Gov’t may explore Creditor Committee to restructure debt – Bright Simons
Vice-President of IMANI-AFRICA, Bright Simons, has recommended the setting up of a Local Creditor Committee to help restructure the country’s debt and also expedite the country’s engagement with IMF over the aid package.
As Ghana awaits the IMF to continue further talks, Mr. Simons has stated that the Creditor Committee could be one route government could explore, he explains it as the assembling of all creditors with some having representations of proxies – with decision being made by votes.

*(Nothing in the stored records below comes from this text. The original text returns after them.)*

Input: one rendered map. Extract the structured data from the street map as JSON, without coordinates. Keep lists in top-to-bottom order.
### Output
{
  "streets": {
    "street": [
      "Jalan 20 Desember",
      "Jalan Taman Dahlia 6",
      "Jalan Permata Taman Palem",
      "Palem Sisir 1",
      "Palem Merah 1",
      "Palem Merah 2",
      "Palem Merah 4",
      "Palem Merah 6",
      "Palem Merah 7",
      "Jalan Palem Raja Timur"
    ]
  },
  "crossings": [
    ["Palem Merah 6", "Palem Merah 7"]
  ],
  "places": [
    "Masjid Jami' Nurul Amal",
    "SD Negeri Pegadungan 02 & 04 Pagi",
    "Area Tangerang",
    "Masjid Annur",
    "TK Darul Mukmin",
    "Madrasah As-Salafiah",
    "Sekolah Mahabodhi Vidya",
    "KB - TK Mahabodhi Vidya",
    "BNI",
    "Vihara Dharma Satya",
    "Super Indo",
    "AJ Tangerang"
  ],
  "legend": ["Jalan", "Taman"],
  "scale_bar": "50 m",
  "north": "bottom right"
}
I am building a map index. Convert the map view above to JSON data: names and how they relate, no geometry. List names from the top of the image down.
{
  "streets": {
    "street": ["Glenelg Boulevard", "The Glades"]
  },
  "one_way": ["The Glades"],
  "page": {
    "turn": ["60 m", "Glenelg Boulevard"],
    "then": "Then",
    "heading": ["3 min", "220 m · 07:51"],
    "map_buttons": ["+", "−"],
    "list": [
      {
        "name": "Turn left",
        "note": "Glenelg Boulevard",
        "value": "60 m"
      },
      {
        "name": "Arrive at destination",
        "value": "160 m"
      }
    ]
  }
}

“In taking the creditor route, there are advantages and disadvantages, the first advantage is that without collective action clauses system, this is the only way you increase efficiency of decision making, everybody comes to the committee and you deliberate on how to handle it.
“Then there is the consultative method where you literally call the investors [big ones] usually the majority action rules if you get the big guys to agree, then you leave the hold outs, most of them will not go to court but there is a risk, in fact there is evidence that suggests that over the last two decades the number of people that refuse to accept the determined rate are the majority of big lenders, the number of people that go to court has been increasing exponentially.
According to him, Ghana has to be careful how it approaches this route, for him the grey area has to be the local banks –“most of them because of political exposure are going to be very careful, I don’t see any commercial banks taking the government to court but there still 12 to 15 percent or so of our bonds that are held by non-resident investors [non Ghanaian].
He however warned that these non-Ghanaians that hold the country’s bond , some might go to court, “so government might decide it will prioritise in a consultative model and have a local creditor committee, it will enable them to apply a lot of political pressure. There will be factors that will help government on the local bank front.
Further, he also indicated that government has the advantage of local law stressing that, “when you do an external debt restructuring you are confronted with the fact that , a lot of bonds are subject to English law and if that is the case, it is not as easy to make adjustments to local law to address it – because domestic debt are governed by local law, the government can go to parliament and make laws to affect a whole bunch of things, so it helps the government.
For the disadvantage, he said that, “if the central bank should begin to treat regulatory capital differently, all the people that have bonds as part of their Tier 1 or other liquidity requirements they are going to have some adjustments that allows you then not to market, it is safe up to point, but you will have challenges with liquidity in some fringe areas.”
He also revealed that some banks are already on the brink of capital distress, insolvency in the country.
As far as the debt restructuring is concerned, he proposed a law -which he says may make certain things easier, a creditor control but urged that government should be careful how it is structured, and also advised government to undertake an asset quality review before the attempt on bank side – banks owe about 50 percent of the government debt, “that is a lot, but the households to my mind even if they suffer from a reprofiling I think they will bare it more easily than the banks but the vulnerable banks may not survive, so we have to be careful.”
Ghana turned to the IMF for help in July as its balance-of-payments deteriorated.
It is understood that an eventual agreement between Ghana and the IMF will likely consist of $3 billion in financing over a three year period, and contain elements of both Extended Credit Facility (ECF) and Extended Fund Facility (EFF) programmes.